# Dyeing hair with chalk???



## supysmom (Oct 10, 2011)

Ive never worked with chalk, but it is not permanent and it can be messy. my understanding is that you wet the chalk and brush it on. I only know of its use in small areas not an entire dog. koolaid and food coloring is another option that will wash out in a few washings depending on the intensity of the color. sprayza or blow pens also wash out fairly quickly. I used food coloring before and it was also messy, rubbed off the dog and onto furniture. I used petedge color (same as manic panic) on supy (my avitar pic) it lasted a long time. whatever you decide, you should only use color on a healthy dog, with a healthy coat. do a test spot to make sure there is no reaction, and never get any type of color in her eyes, nose, mouth, ears or nether regions.


----------



## Anntig (Jun 9, 2010)

I've used chalk a few times the best method is to soak the stick in water for ten minutes or so and then rub it on it is very messy and a lot of work to do a big area but great for doing small areas like ears.
I like the petedge dyes but it costs a lot to ship them over here so I tend to improvise a bit with what's available here.

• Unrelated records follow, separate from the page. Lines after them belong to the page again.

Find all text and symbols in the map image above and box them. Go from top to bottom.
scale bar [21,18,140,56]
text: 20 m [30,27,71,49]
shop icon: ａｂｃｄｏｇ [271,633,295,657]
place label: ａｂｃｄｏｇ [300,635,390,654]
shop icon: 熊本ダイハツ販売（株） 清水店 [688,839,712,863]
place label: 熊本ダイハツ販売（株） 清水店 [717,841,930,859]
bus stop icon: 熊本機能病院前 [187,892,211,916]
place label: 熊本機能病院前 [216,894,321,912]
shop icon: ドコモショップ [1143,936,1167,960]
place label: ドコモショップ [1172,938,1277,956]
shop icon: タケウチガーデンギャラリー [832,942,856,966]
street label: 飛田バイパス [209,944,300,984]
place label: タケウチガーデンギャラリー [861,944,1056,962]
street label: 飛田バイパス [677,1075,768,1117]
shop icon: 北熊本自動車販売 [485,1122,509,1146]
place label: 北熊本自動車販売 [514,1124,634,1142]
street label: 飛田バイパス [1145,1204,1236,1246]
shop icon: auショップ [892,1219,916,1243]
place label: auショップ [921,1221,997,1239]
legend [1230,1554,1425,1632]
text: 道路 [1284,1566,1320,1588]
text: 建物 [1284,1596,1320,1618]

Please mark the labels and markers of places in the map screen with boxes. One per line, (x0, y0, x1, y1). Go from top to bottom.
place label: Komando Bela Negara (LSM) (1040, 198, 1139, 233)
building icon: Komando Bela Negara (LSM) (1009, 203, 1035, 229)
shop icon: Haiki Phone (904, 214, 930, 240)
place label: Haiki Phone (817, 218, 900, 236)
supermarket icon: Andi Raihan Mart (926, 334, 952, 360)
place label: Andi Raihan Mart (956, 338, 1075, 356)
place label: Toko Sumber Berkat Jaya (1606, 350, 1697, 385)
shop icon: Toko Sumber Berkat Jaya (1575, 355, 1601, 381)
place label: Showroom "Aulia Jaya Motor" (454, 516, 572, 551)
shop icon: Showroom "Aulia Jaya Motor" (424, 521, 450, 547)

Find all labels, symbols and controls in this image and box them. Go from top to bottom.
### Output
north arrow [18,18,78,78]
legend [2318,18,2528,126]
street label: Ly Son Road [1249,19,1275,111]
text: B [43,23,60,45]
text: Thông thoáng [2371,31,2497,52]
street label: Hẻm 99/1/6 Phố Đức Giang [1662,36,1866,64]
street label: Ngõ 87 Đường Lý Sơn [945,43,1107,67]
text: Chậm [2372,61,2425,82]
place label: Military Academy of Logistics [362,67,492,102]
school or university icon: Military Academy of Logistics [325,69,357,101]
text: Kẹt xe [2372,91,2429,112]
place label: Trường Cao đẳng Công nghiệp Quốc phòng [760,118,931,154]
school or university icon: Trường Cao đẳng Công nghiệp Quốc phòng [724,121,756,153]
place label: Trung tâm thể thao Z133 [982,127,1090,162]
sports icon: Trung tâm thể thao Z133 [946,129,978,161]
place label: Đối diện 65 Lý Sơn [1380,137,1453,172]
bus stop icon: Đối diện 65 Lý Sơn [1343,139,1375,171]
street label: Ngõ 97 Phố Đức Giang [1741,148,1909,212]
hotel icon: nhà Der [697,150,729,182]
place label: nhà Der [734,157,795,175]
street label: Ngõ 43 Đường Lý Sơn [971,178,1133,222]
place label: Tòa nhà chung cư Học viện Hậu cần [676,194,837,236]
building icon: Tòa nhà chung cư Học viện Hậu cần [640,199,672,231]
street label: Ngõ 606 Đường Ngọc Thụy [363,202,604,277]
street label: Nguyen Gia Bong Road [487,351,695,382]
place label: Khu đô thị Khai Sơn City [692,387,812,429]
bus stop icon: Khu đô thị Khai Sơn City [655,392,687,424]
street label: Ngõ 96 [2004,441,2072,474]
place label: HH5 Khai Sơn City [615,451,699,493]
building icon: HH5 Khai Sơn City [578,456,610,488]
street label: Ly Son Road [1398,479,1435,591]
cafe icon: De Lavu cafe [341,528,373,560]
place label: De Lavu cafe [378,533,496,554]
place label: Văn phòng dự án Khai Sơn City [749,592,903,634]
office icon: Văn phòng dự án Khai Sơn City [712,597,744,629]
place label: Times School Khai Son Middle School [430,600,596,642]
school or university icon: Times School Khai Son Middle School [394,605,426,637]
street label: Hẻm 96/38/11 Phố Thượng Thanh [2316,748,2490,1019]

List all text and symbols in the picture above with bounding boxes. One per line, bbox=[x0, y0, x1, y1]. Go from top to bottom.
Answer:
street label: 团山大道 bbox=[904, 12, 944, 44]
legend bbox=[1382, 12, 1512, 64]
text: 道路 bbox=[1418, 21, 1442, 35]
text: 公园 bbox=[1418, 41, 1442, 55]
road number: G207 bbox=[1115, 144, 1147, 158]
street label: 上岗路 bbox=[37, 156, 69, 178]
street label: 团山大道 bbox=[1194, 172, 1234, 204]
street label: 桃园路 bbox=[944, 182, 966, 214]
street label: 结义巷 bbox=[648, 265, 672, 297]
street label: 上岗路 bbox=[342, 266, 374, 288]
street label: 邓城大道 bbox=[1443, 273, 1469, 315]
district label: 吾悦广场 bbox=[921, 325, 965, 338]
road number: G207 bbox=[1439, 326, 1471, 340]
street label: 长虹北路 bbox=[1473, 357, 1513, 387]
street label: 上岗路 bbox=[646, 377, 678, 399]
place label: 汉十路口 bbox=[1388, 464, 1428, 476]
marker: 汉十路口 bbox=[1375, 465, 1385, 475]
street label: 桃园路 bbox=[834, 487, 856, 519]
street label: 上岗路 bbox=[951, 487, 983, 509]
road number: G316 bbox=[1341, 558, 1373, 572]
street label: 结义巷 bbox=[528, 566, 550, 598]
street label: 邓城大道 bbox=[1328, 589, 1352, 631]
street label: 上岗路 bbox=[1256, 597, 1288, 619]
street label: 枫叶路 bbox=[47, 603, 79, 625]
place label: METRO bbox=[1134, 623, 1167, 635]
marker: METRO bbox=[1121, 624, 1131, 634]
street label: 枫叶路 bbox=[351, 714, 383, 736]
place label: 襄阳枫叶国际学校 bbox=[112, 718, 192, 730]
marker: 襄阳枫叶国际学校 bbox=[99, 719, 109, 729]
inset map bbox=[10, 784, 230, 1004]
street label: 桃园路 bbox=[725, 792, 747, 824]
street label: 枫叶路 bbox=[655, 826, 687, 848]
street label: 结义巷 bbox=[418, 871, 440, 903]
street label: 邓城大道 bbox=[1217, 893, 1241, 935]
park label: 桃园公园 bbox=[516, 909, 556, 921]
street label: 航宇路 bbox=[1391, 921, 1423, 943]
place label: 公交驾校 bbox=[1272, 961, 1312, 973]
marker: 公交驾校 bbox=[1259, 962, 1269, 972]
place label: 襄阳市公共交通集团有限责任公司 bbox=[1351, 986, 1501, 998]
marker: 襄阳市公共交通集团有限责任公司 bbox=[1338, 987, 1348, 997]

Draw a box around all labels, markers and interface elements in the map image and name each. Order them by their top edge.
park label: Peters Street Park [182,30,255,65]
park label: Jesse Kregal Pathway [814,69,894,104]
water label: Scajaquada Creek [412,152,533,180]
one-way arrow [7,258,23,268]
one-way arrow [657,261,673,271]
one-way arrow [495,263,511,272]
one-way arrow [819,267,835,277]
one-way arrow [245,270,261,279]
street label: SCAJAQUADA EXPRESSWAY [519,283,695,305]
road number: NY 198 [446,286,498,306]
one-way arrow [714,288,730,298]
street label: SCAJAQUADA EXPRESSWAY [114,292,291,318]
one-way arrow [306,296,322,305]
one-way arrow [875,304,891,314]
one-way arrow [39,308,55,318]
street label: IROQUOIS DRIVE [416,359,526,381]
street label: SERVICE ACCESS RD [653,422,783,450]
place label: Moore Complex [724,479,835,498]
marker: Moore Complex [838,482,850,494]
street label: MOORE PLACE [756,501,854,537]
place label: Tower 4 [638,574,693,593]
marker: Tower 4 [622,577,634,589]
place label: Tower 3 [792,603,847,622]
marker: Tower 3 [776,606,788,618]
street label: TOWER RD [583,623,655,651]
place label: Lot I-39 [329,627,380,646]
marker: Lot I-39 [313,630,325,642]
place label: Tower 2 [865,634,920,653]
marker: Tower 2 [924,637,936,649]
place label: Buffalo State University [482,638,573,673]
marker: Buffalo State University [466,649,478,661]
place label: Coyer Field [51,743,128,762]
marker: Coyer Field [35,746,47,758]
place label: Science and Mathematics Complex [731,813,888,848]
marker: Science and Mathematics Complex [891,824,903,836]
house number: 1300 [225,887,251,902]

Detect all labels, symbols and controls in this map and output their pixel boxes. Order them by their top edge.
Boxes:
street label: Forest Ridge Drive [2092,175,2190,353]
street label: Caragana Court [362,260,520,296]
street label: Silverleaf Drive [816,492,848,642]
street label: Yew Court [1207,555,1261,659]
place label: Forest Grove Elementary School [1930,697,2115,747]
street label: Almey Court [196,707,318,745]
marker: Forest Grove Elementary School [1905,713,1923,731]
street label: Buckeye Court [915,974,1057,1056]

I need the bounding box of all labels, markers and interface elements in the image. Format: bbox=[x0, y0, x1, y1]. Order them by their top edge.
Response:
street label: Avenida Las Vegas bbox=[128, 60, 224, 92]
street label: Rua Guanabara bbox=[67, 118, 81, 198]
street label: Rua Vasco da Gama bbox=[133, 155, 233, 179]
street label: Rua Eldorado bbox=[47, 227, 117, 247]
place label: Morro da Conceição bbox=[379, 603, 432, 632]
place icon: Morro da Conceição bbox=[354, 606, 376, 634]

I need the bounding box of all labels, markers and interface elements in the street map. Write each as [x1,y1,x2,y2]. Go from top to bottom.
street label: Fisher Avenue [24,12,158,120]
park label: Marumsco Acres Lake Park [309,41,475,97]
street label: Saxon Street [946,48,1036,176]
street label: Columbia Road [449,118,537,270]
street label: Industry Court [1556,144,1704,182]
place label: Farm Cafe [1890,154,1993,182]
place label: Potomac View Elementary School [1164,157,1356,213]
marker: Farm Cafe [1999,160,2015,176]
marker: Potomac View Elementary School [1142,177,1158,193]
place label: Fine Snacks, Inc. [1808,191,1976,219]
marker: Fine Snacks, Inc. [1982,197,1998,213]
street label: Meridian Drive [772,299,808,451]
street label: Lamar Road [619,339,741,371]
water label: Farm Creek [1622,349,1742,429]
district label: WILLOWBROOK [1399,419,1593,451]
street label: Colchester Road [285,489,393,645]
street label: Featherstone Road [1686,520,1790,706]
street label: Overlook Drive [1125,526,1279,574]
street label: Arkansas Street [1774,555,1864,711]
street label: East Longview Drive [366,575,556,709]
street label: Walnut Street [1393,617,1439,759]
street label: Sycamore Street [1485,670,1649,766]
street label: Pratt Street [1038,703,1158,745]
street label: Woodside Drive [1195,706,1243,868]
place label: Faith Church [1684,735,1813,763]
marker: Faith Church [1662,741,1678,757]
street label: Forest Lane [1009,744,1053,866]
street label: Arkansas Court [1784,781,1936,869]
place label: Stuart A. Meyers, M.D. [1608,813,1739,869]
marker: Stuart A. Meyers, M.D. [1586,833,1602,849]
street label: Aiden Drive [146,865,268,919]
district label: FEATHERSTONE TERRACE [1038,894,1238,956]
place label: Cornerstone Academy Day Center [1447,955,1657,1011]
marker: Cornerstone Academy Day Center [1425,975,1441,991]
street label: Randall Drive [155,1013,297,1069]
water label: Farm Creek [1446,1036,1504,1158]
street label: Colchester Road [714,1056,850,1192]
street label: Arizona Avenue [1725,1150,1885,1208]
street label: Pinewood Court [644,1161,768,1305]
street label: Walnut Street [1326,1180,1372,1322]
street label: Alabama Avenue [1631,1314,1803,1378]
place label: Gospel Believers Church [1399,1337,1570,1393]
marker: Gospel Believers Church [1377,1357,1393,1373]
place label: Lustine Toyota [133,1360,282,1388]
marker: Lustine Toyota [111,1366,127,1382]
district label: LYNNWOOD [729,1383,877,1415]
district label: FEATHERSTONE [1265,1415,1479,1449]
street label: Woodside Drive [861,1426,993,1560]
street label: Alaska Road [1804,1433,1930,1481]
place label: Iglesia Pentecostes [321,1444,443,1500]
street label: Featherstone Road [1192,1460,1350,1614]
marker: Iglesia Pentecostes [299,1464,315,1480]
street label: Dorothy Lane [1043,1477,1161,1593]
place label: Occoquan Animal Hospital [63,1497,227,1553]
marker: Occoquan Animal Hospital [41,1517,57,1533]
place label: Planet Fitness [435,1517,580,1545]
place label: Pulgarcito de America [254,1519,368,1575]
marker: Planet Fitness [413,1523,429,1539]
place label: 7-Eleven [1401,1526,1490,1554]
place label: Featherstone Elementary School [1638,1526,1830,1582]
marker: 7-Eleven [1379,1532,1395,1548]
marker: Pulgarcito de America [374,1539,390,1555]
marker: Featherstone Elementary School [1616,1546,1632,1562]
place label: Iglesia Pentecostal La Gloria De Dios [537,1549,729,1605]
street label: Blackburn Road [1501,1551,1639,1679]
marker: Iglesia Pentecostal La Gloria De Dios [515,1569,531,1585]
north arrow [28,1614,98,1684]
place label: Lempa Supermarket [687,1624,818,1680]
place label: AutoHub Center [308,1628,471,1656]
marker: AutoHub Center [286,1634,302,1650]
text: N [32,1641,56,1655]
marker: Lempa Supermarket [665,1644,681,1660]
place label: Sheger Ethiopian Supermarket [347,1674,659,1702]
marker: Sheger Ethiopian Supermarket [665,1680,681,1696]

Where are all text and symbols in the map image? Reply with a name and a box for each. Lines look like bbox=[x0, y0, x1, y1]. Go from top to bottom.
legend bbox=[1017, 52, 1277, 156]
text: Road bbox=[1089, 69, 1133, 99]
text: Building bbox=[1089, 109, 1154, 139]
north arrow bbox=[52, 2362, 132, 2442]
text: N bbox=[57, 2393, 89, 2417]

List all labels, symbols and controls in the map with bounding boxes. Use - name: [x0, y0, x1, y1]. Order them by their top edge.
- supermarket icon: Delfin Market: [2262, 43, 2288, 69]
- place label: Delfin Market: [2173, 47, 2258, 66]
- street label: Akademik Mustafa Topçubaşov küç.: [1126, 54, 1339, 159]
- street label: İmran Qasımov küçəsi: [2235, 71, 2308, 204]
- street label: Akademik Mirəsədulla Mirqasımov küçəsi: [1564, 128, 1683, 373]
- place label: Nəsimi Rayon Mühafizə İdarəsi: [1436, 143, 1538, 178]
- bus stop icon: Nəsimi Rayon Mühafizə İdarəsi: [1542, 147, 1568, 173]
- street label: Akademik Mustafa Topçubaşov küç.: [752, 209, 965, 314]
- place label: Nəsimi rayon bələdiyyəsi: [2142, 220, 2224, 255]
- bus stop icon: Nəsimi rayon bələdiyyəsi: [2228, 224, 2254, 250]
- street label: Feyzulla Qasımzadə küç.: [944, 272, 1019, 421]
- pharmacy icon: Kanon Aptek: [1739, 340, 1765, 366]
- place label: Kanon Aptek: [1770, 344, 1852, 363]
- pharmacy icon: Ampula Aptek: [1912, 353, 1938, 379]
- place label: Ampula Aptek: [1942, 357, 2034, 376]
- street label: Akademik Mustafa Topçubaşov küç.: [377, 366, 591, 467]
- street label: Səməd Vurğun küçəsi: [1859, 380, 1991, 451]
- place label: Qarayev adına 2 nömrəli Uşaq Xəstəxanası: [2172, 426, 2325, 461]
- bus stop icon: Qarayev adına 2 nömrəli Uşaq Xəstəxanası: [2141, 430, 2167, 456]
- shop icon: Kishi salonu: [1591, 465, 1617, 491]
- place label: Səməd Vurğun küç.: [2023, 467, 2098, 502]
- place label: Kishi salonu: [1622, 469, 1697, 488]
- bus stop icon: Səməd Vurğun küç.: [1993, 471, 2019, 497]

Lula was done using chalk for the body and food colouring for the mane the food colouring stained whatever she rubbed against and washed out as soon as she got wet the chalk lasted through a couple of baths and took about a month to fade.


----------



## sandooch (Jan 20, 2011)

Thank you both so much!

My groomer charges $10 to color. Maybe I should just take her in. I only wanted to do it for Halloween and do not want to risk getting color in my sink, clothes or furniture.


----------



## CT Girl (Nov 17, 2010)

I only have experience putting chalk on horses. We used it on small areas like the blaze or socks. I think it will be ten bucks well spent. Chalk is messy and best used for small areas.


----------



## sandooch (Jan 20, 2011)

Thanks CT Girl. I agree...much less messy and a better chance of even coverage.


----------



## CT Girl (Nov 17, 2010)

I hope you post pictures - I bet she will look fantastic.


----------



## poodlesplease (Sep 6, 2011)

What a fun bunch, you guys are such a creative group. Love the pictures! I was thinking it would be fun for my white toy Poodle to be a Dalmation for Halloween


----------



## sandooch (Jan 20, 2011)

poodlesplease, that's a great idea!


----------



## PammiPoodle (Jul 16, 2011)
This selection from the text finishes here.